I have read your post on two different machines. My laptop shows the
Greek symbols (7 symbols), but on my desktop I see a garbage string
of 14 symbols so it is probably a character encoding issue if you lack
proper font support.

If you compile your own VM, then you can change the bitmap fonts
by using the scripts in phoneme/midp/src/tool/fontgen/ and include
whatever unicode characters you like.

Davy

davyp
Offline
Joined: 2007-01-03
Points: 0

I have noticed something odd printing a string with unicode characters using the built in bitmap
font: \u00A9\u00AE\u20AC (copyright sign ©, registered sign ®, euro €)

If I compile the VM with eVC4 for WM2003 it prints the first two characters correctly but not the
euro sign, because I only included the first to 256 characters into the bitmap font. But if I compile
the same VM source code for WM5 with VS2005, I get rubbish.I traced the problem to some
code in midp/src/lowlevelui/putpixel_port/wince/native/font.c by adding a debug statement in
drawCharImpl() that prints the character c and its numeric code.

For the eVC4 build it returns the same numbers as above: 0xA9, 0xAE and 0x20AC, but for the
VS2005 build, the method drawCharImpl() is called two times for ©, again two times for ®, and
three times for €. Turns out that the UTF-8 encoding is causing the problems.

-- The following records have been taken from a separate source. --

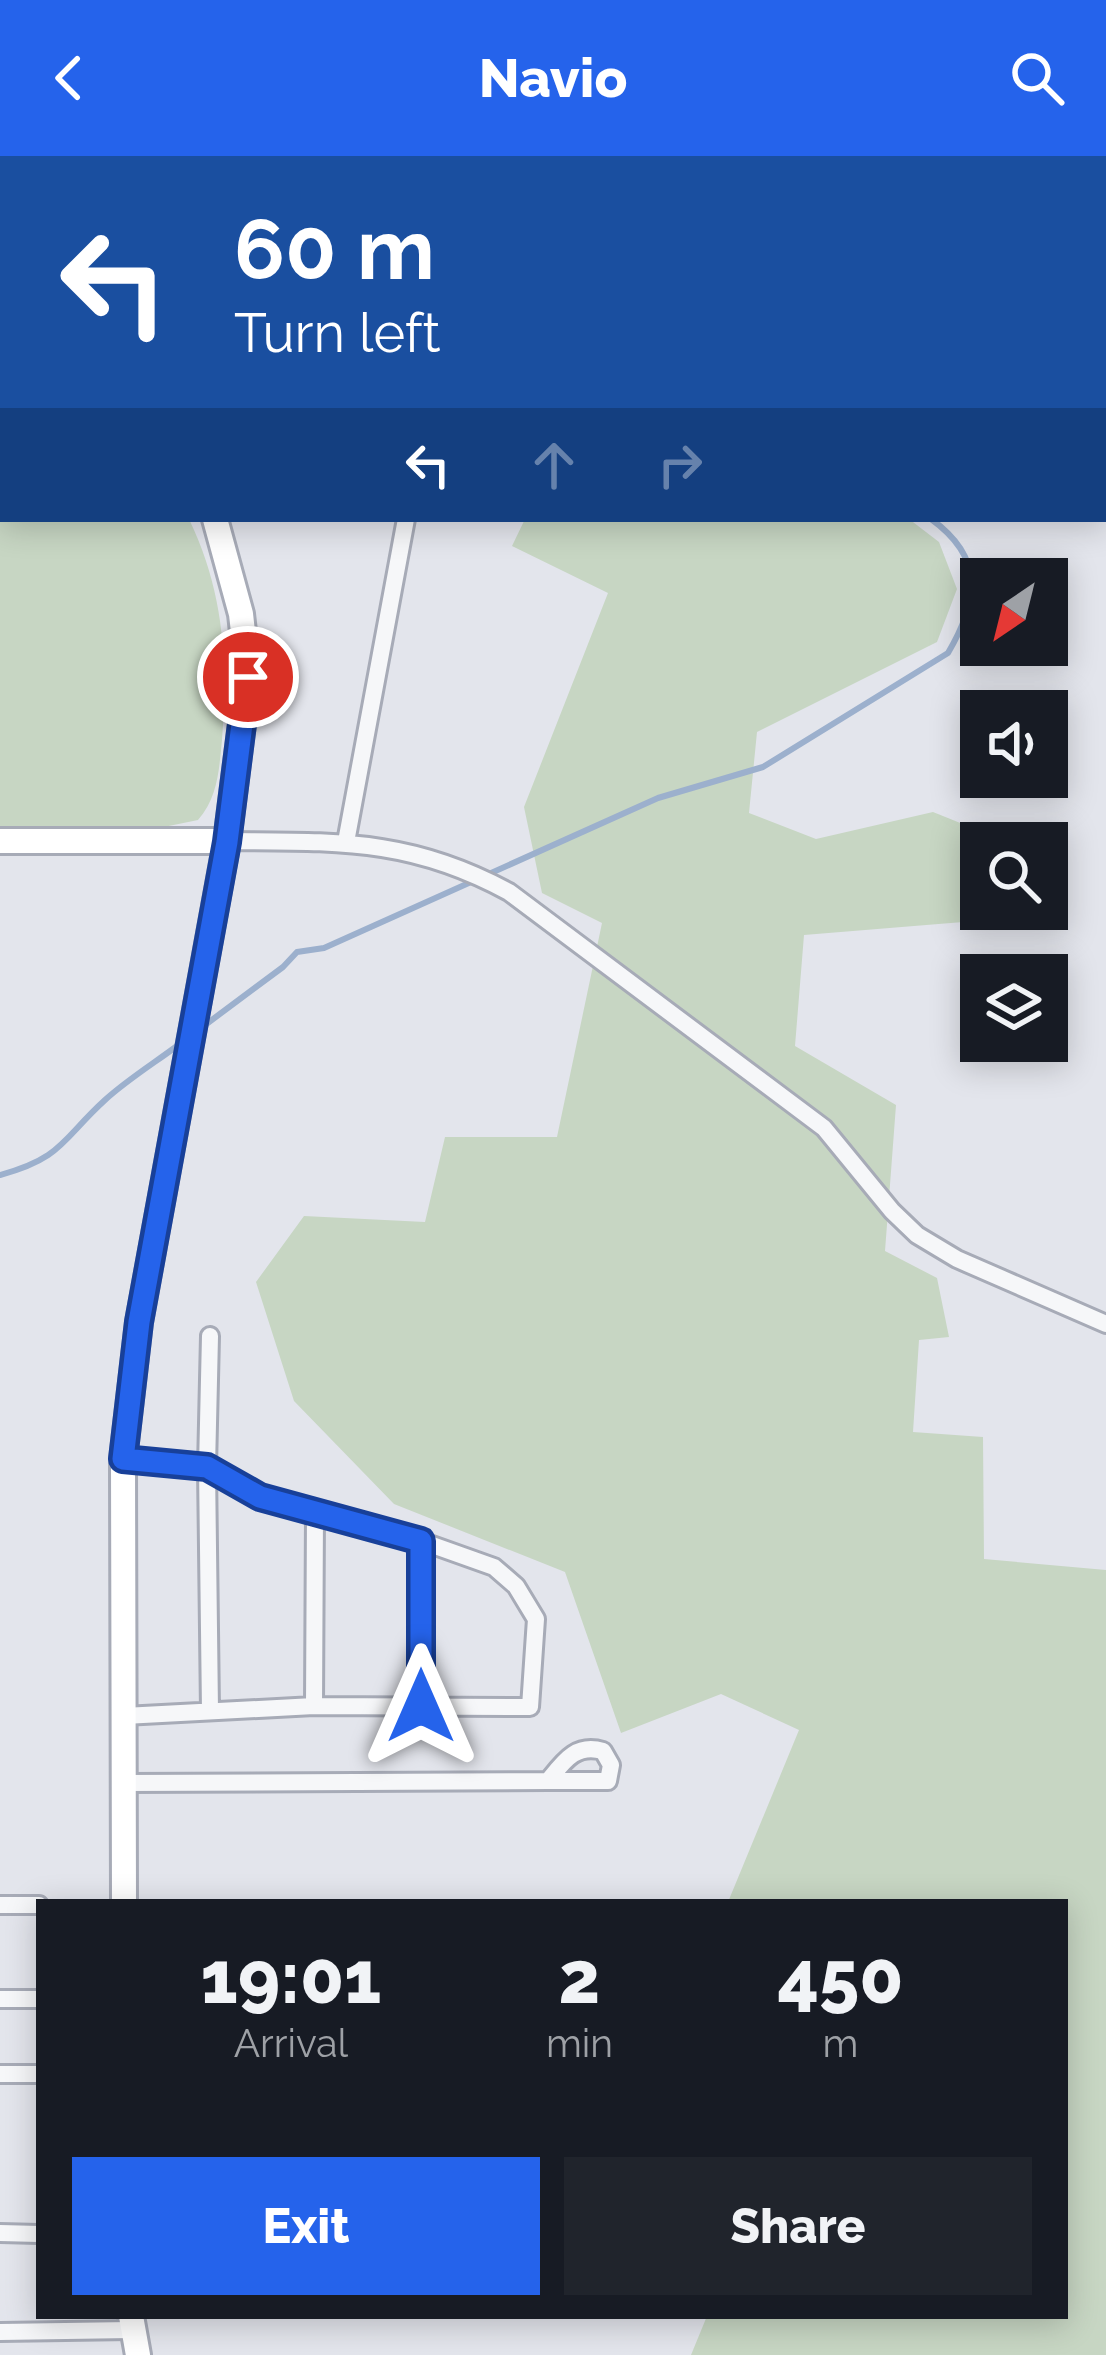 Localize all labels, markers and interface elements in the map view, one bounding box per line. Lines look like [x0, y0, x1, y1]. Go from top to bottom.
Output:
icon: back [36, 45, 102, 111]
icon: search [1004, 45, 1070, 111]
text: Navio [479, 46, 627, 110]
text: 60 m [234, 200, 435, 299]
icon: left [36, 204, 192, 360]
text: Turn left [234, 301, 441, 365]
icon: left [395, 432, 461, 498]
icon: ahead [521, 432, 587, 498]
icon: right [647, 432, 713, 498]
north arrow [960, 558, 1068, 666]
map controls [960, 558, 1068, 1062]
pin [197, 626, 299, 728]
icon: arrive [215, 644, 281, 710]
button: sound [960, 690, 1068, 798]
button: search [960, 822, 1068, 930]
button: layers [960, 954, 1068, 1062]
position arrow [358, 1643, 484, 1769]
text: 19:01 [200, 1935, 381, 2020]
text: 2 [559, 1935, 600, 2020]
text: 450 [777, 1935, 904, 2020]
text: Arrival [234, 2020, 348, 2066]
text: min [546, 2020, 613, 2066]
text: m [823, 2020, 858, 2066]
button: Exit [72, 2157, 540, 2295]
button: Share [564, 2157, 1032, 2295]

According to
http://en.wikipedia.org/wiki/UTF-8, the euro sign is encoded into 0xE2,0x82,0xAC and the
three drawCharImpl() method calls I get for the euro symbol have as numeric char values:
0xFFE2,0xFF82,0xFFAC. The lower bytes match and I guess the 0xFF is used as a marker.

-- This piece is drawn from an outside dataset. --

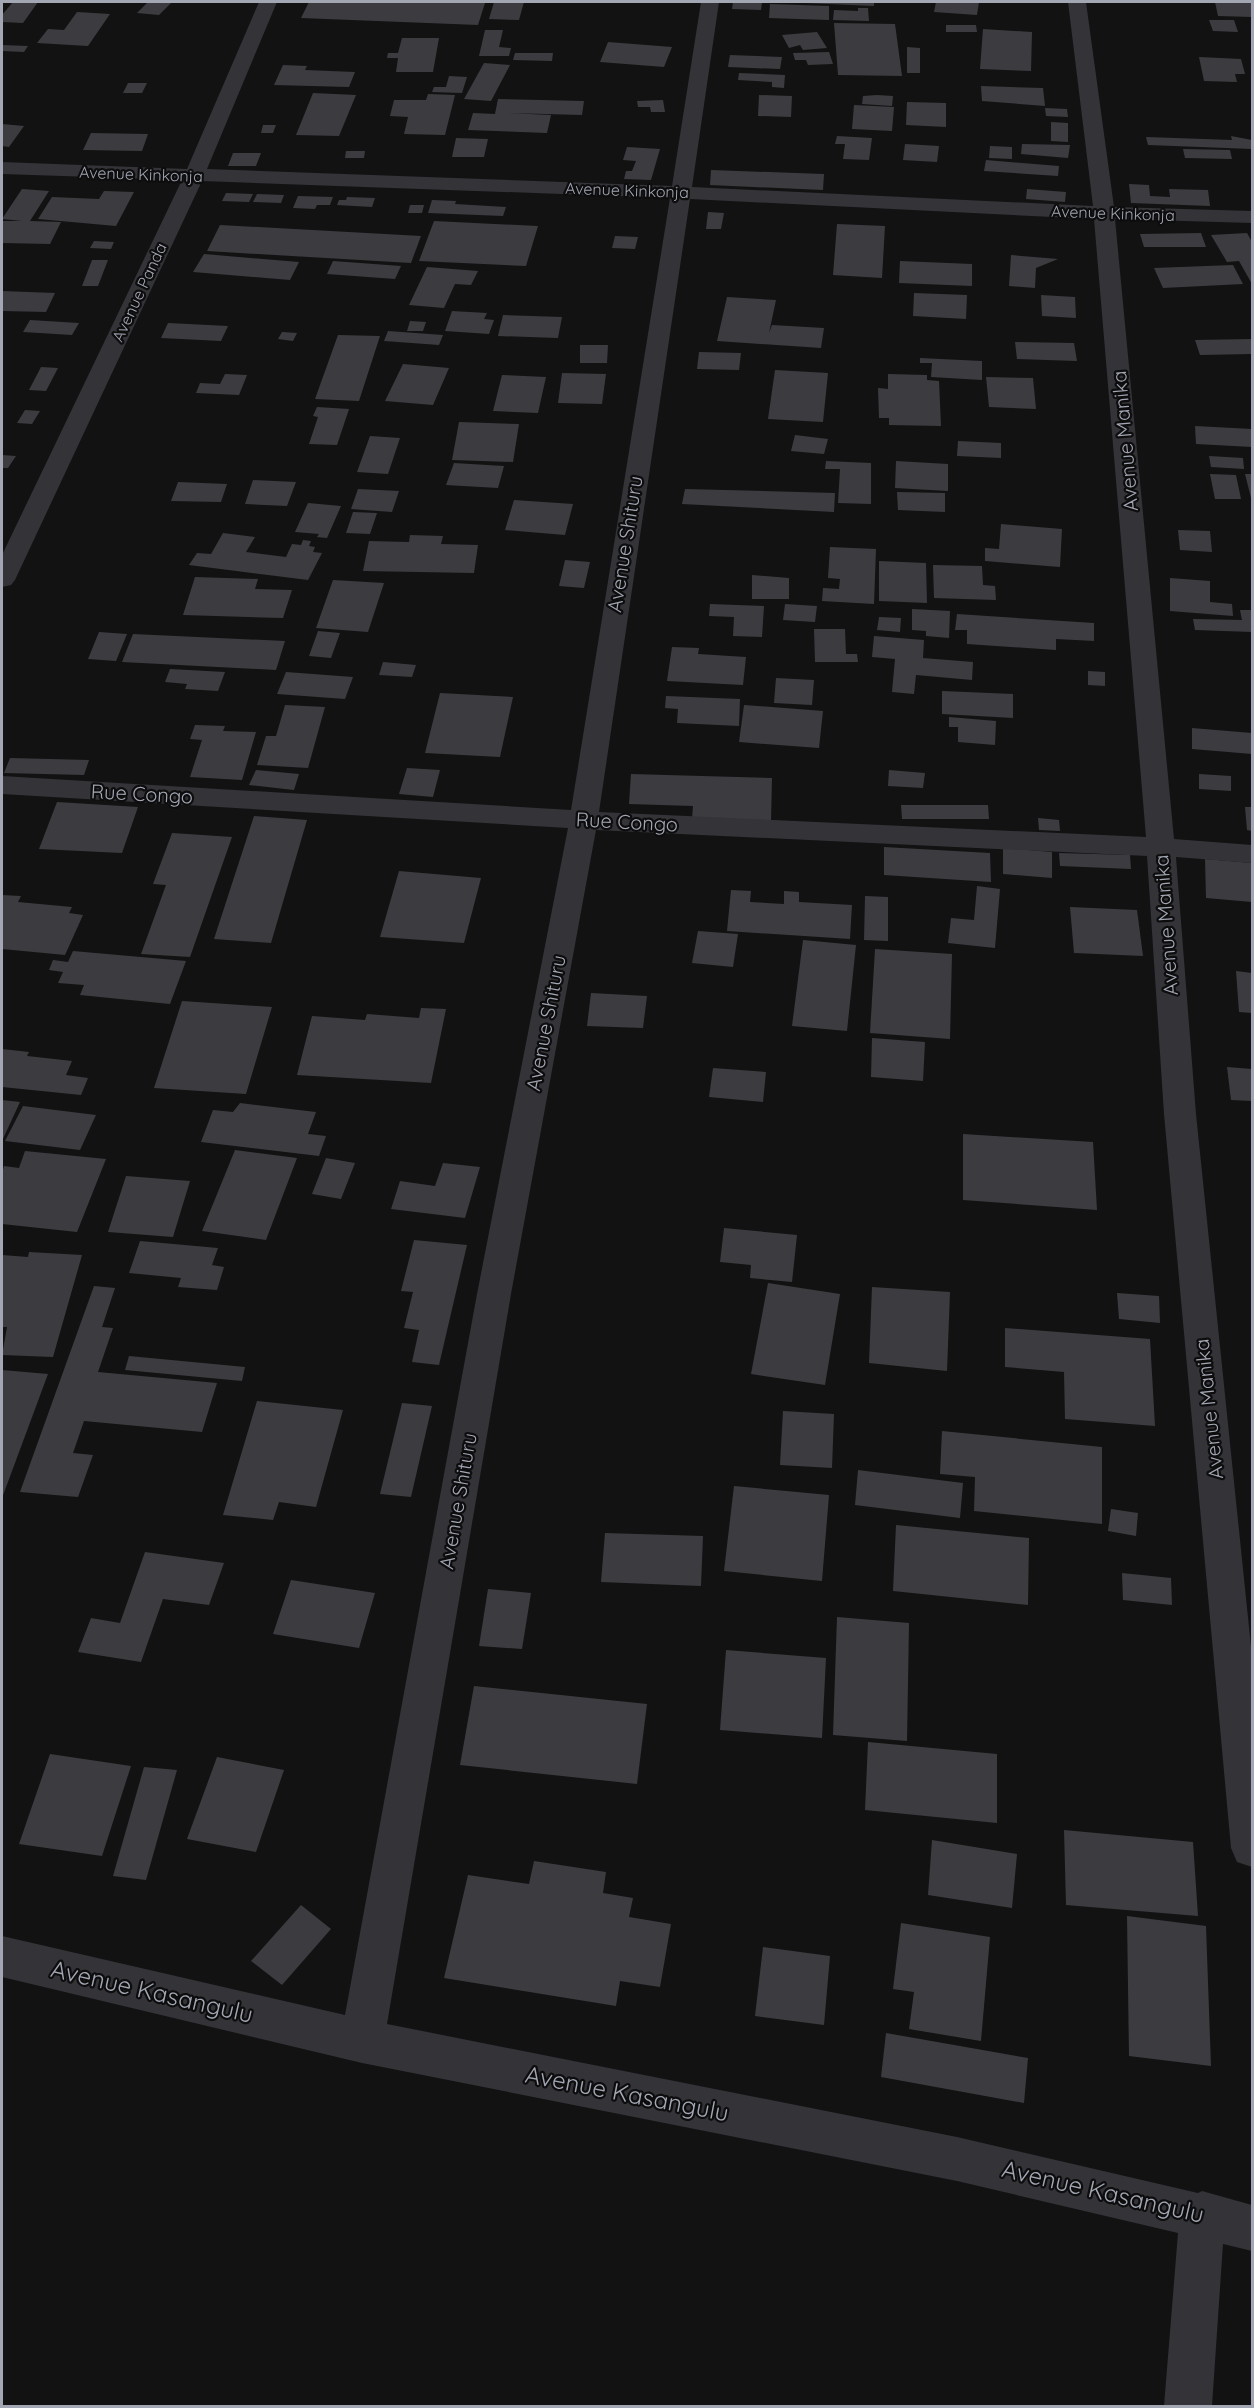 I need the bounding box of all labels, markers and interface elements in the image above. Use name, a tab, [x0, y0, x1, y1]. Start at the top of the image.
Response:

For the the copyright sign © I get 0xFFC2, 0xFFA9, and for the registered sign ® I get 0xFFC2,
0xFFA9.

I don't know where the string representation within the VM goes funky, but it could explain why
you get the wrong string length.

Davy

sergio_n
Offline
Joined: 2006-10-16
Points: 0

How did you get such string? Seems it stores keyboard sequence instead of UTF character code.